(Saved data entries)
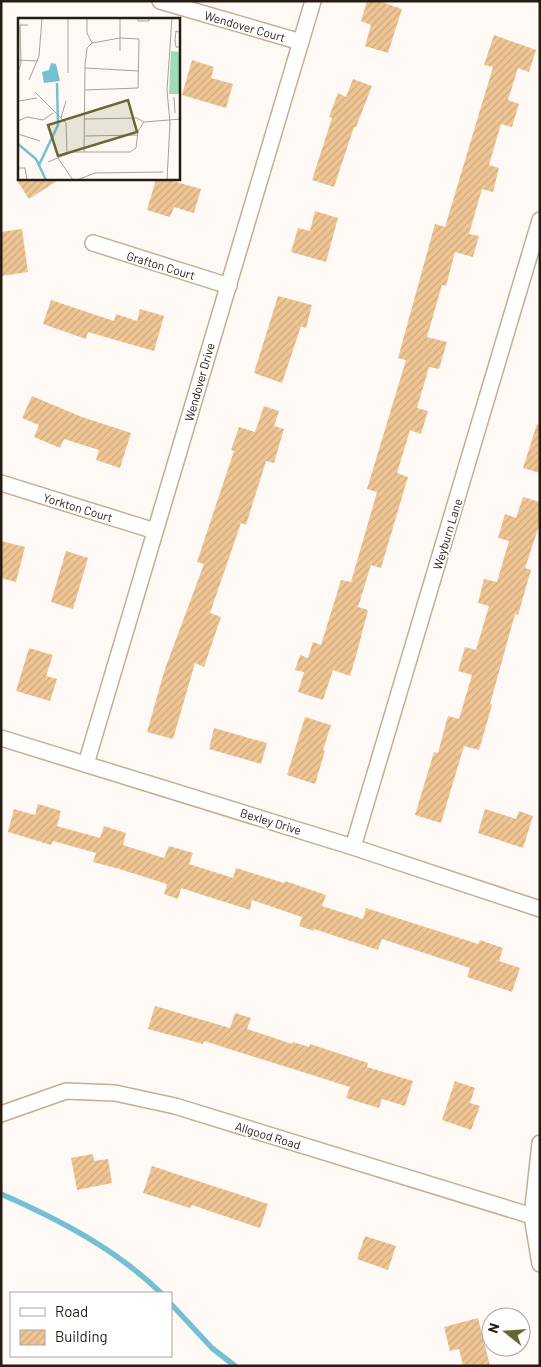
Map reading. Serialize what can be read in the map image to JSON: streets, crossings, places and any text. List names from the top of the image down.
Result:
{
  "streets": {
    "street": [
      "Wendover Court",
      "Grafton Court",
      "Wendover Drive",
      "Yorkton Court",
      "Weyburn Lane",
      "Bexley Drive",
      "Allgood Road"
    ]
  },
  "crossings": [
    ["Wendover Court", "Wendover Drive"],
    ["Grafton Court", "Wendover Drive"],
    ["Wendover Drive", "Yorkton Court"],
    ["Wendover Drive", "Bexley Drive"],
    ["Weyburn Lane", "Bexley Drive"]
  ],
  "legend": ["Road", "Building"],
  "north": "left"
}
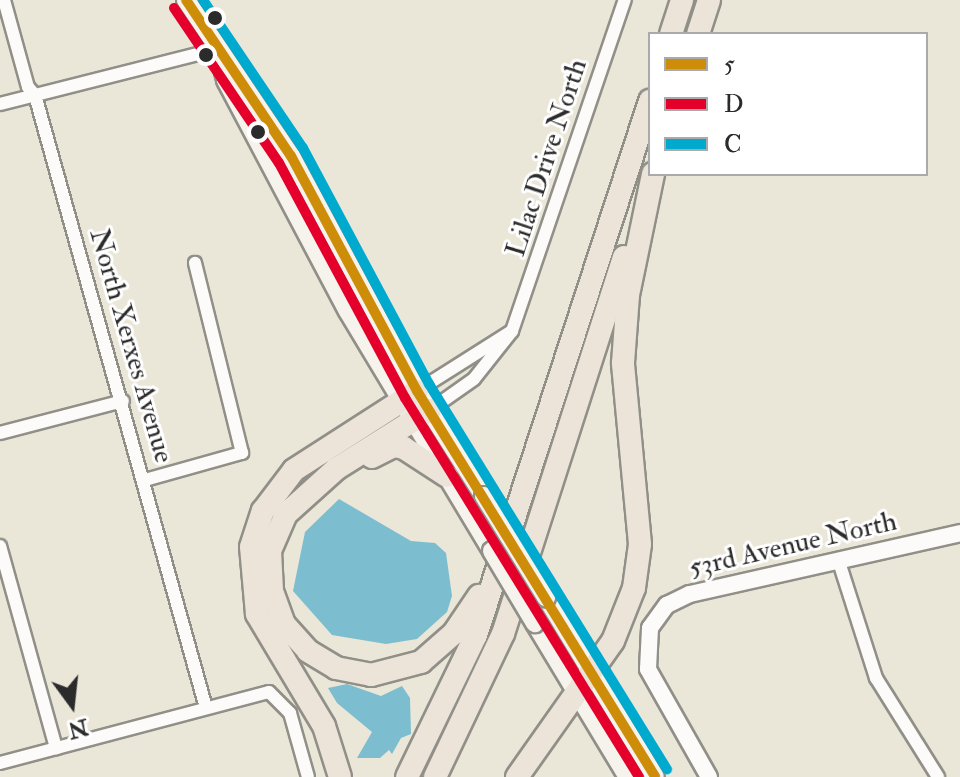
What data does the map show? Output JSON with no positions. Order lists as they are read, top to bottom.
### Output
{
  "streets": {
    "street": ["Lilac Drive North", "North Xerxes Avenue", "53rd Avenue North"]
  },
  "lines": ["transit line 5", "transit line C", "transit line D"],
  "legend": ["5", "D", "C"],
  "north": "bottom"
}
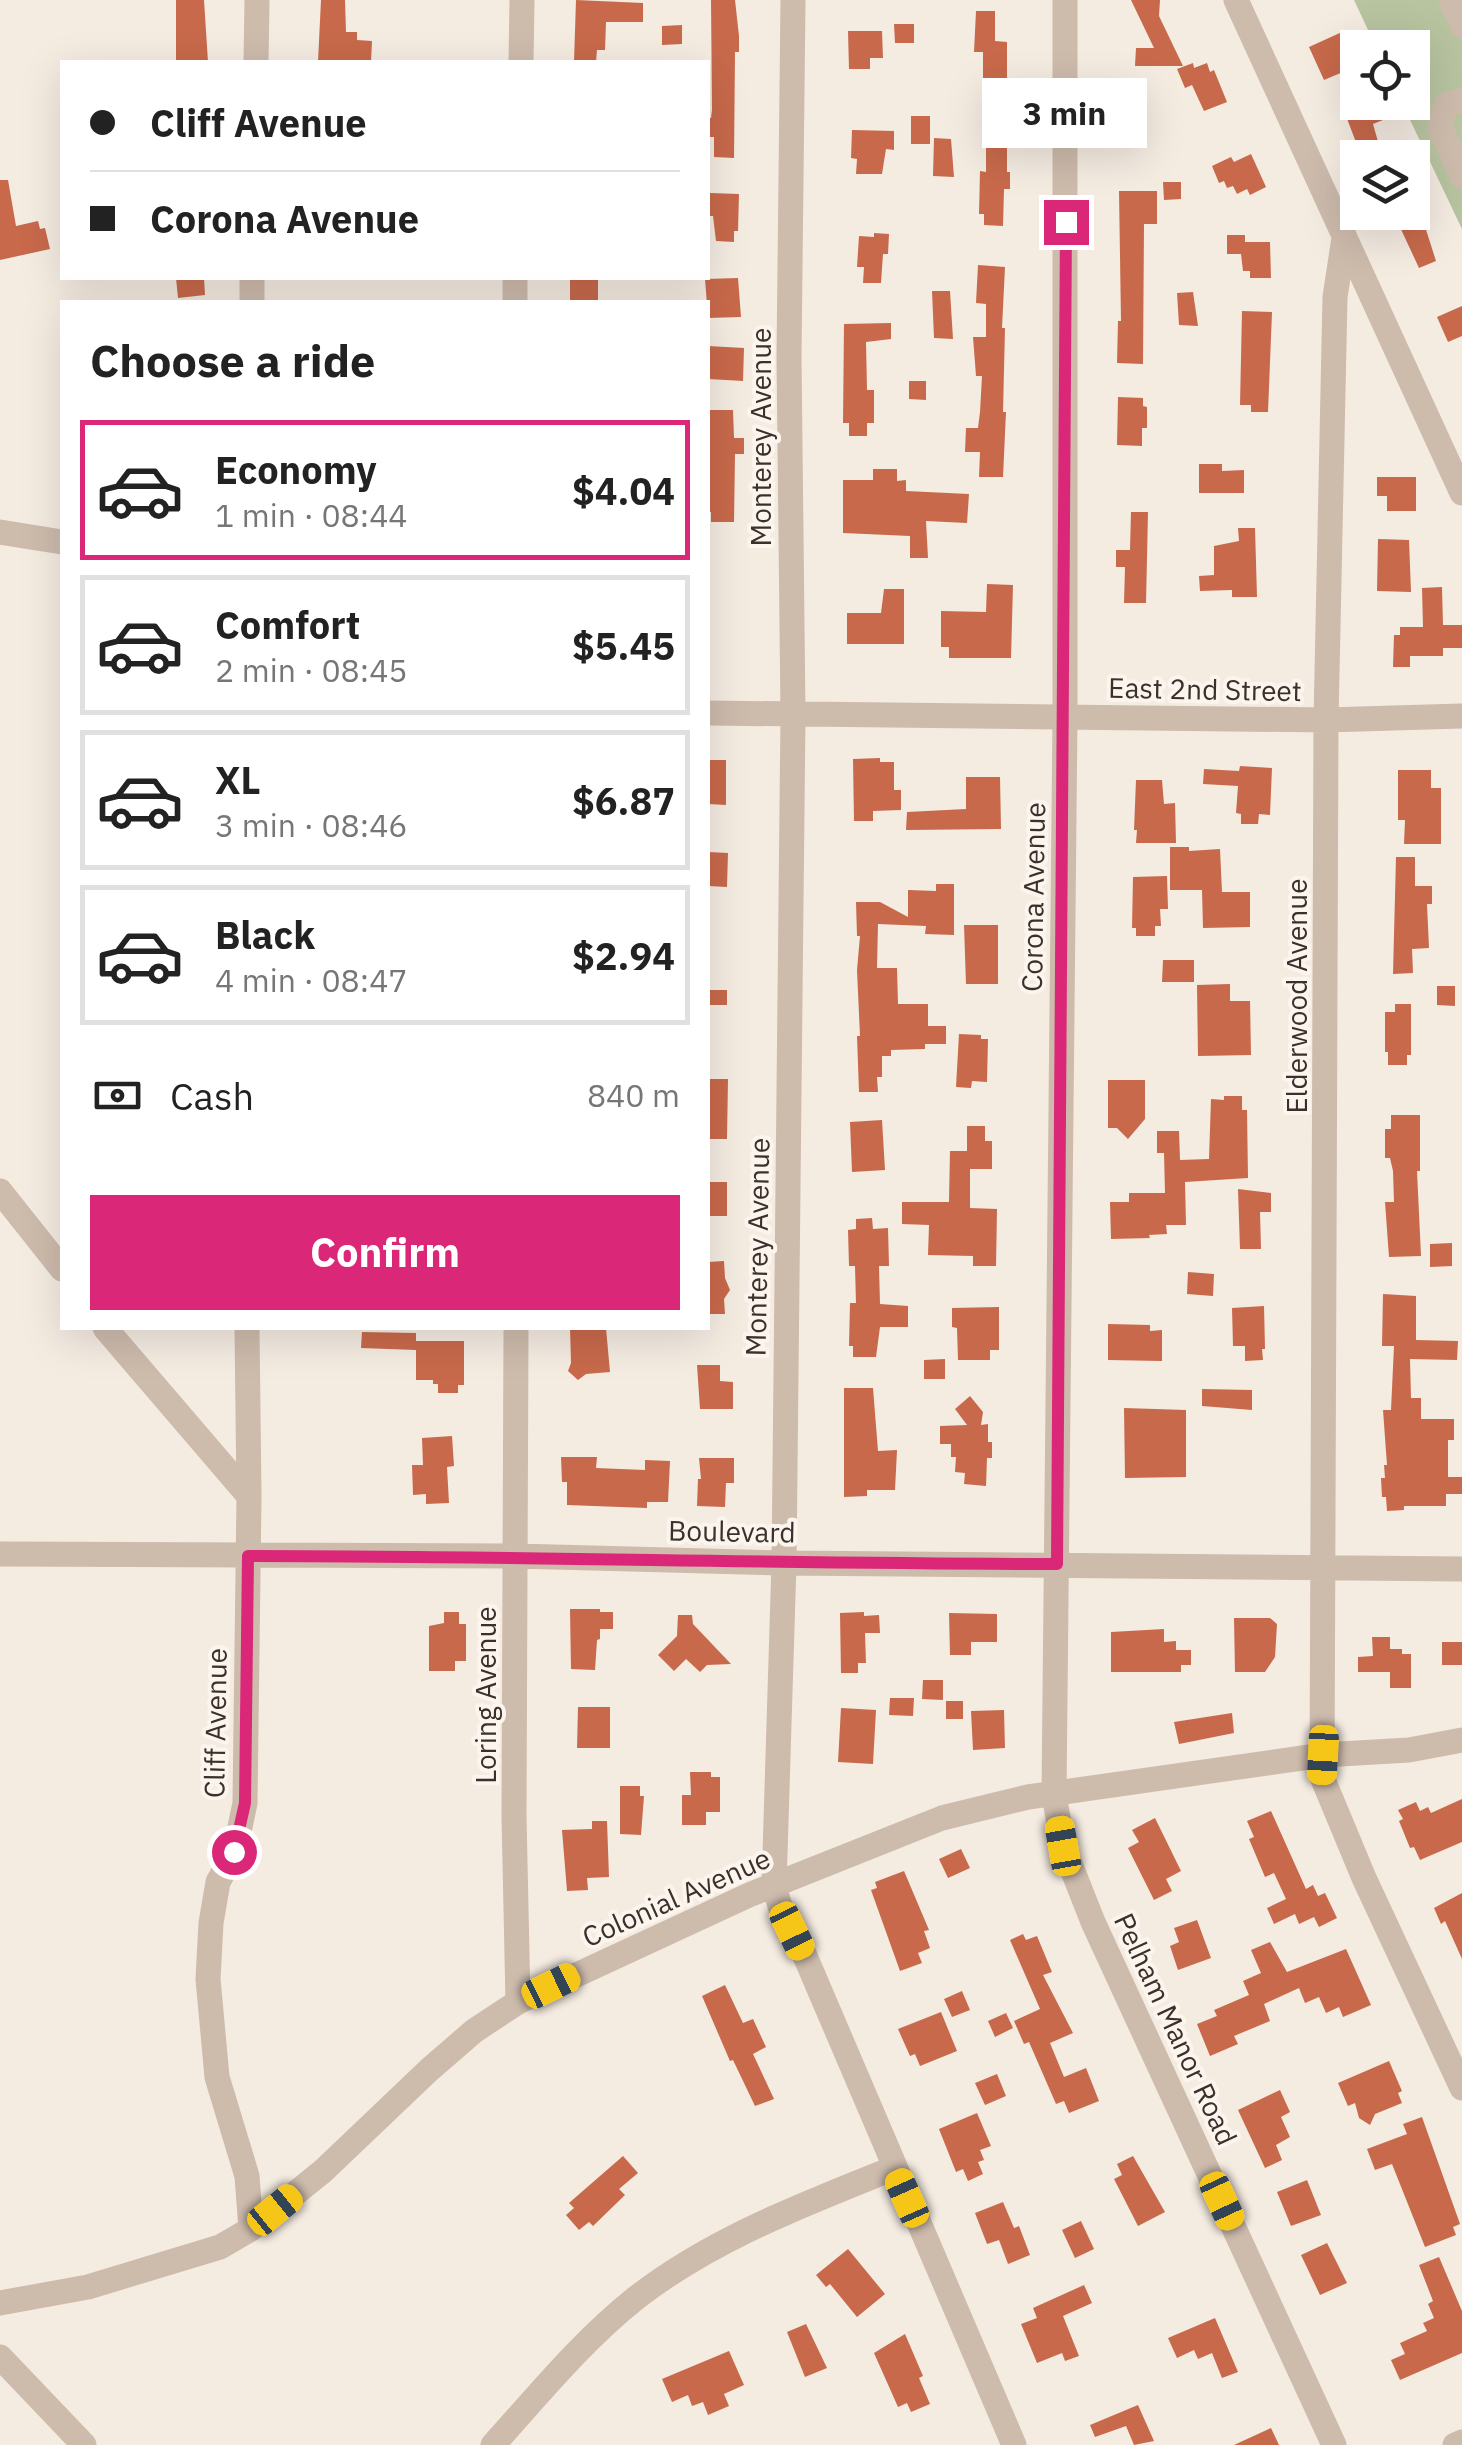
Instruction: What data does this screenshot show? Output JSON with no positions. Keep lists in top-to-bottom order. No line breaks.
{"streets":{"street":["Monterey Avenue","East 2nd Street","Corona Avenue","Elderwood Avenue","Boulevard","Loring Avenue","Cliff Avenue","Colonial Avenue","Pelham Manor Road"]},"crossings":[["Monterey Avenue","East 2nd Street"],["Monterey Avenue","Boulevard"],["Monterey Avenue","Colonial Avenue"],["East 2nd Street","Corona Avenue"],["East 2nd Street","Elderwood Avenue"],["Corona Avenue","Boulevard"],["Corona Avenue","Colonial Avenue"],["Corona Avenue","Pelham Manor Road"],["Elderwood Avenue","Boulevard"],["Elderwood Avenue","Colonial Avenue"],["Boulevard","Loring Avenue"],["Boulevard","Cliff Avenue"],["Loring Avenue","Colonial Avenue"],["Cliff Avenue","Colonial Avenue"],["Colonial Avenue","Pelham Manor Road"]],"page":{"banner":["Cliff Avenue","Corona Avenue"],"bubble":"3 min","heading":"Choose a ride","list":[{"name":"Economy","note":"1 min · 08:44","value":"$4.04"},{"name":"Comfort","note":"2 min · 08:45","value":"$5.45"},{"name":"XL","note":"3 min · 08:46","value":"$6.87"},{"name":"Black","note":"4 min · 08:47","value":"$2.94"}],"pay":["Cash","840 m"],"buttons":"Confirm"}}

- What you will do
Exactly reproduce each entry, but drop the pictures.

- Answer below
Map reading. Serialize what can be read in the map image to JSON: streets, crossings, places and any text. List names from the top of the image down.
Result:
{
  "streets": {
    "street": [
      "Wendover Court",
      "Grafton Court",
      "Wendover Drive",
      "Yorkton Court",
      "Weyburn Lane",
      "Bexley Drive",
      "Allgood Road"
    ]
  },
  "crossings": [
    ["Wendover Court", "Wendover Drive"],
    ["Grafton Court", "Wendover Drive"],
    ["Wendover Drive", "Yorkton Court"],
    ["Wendover Drive", "Bexley Drive"],
    ["Weyburn Lane", "Bexley Drive"]
  ],
  "legend": ["Road", "Building"],
  "north": "left"
}
What data does the map show? Output JSON with no positions. Order lists as they are read, top to bottom.
### Output
{
  "streets": {
    "street": ["Lilac Drive North", "North Xerxes Avenue", "53rd Avenue North"]
  },
  "lines": ["transit line 5", "transit line C", "transit line D"],
  "legend": ["5", "D", "C"],
  "north": "bottom"
}
Instruction: What data does this screenshot show? Output JSON with no positions. Keep lists in top-to-bottom order. No line breaks.
{"streets":{"street":["Monterey Avenue","East 2nd Street","Corona Avenue","Elderwood Avenue","Boulevard","Loring Avenue","Cliff Avenue","Colonial Avenue","Pelham Manor Road"]},"crossings":[["Monterey Avenue","East 2nd Street"],["Monterey Avenue","Boulevard"],["Monterey Avenue","Colonial Avenue"],["East 2nd Street","Corona Avenue"],["East 2nd Street","Elderwood Avenue"],["Corona Avenue","Boulevard"],["Corona Avenue","Colonial Avenue"],["Corona Avenue","Pelham Manor Road"],["Elderwood Avenue","Boulevard"],["Elderwood Avenue","Colonial Avenue"],["Boulevard","Loring Avenue"],["Boulevard","Cliff Avenue"],["Loring Avenue","Colonial Avenue"],["Cliff Avenue","Colonial Avenue"],["Colonial Avenue","Pelham Manor Road"]],"page":{"banner":["Cliff Avenue","Corona Avenue"],"bubble":"3 min","heading":"Choose a ride","list":[{"name":"Economy","note":"1 min · 08:44","value":"$4.04"},{"name":"Comfort","note":"2 min · 08:45","value":"$5.45"},{"name":"XL","note":"3 min · 08:46","value":"$6.87"},{"name":"Black","note":"4 min · 08:47","value":"$2.94"}],"pay":["Cash","840 m"],"buttons":"Confirm"}}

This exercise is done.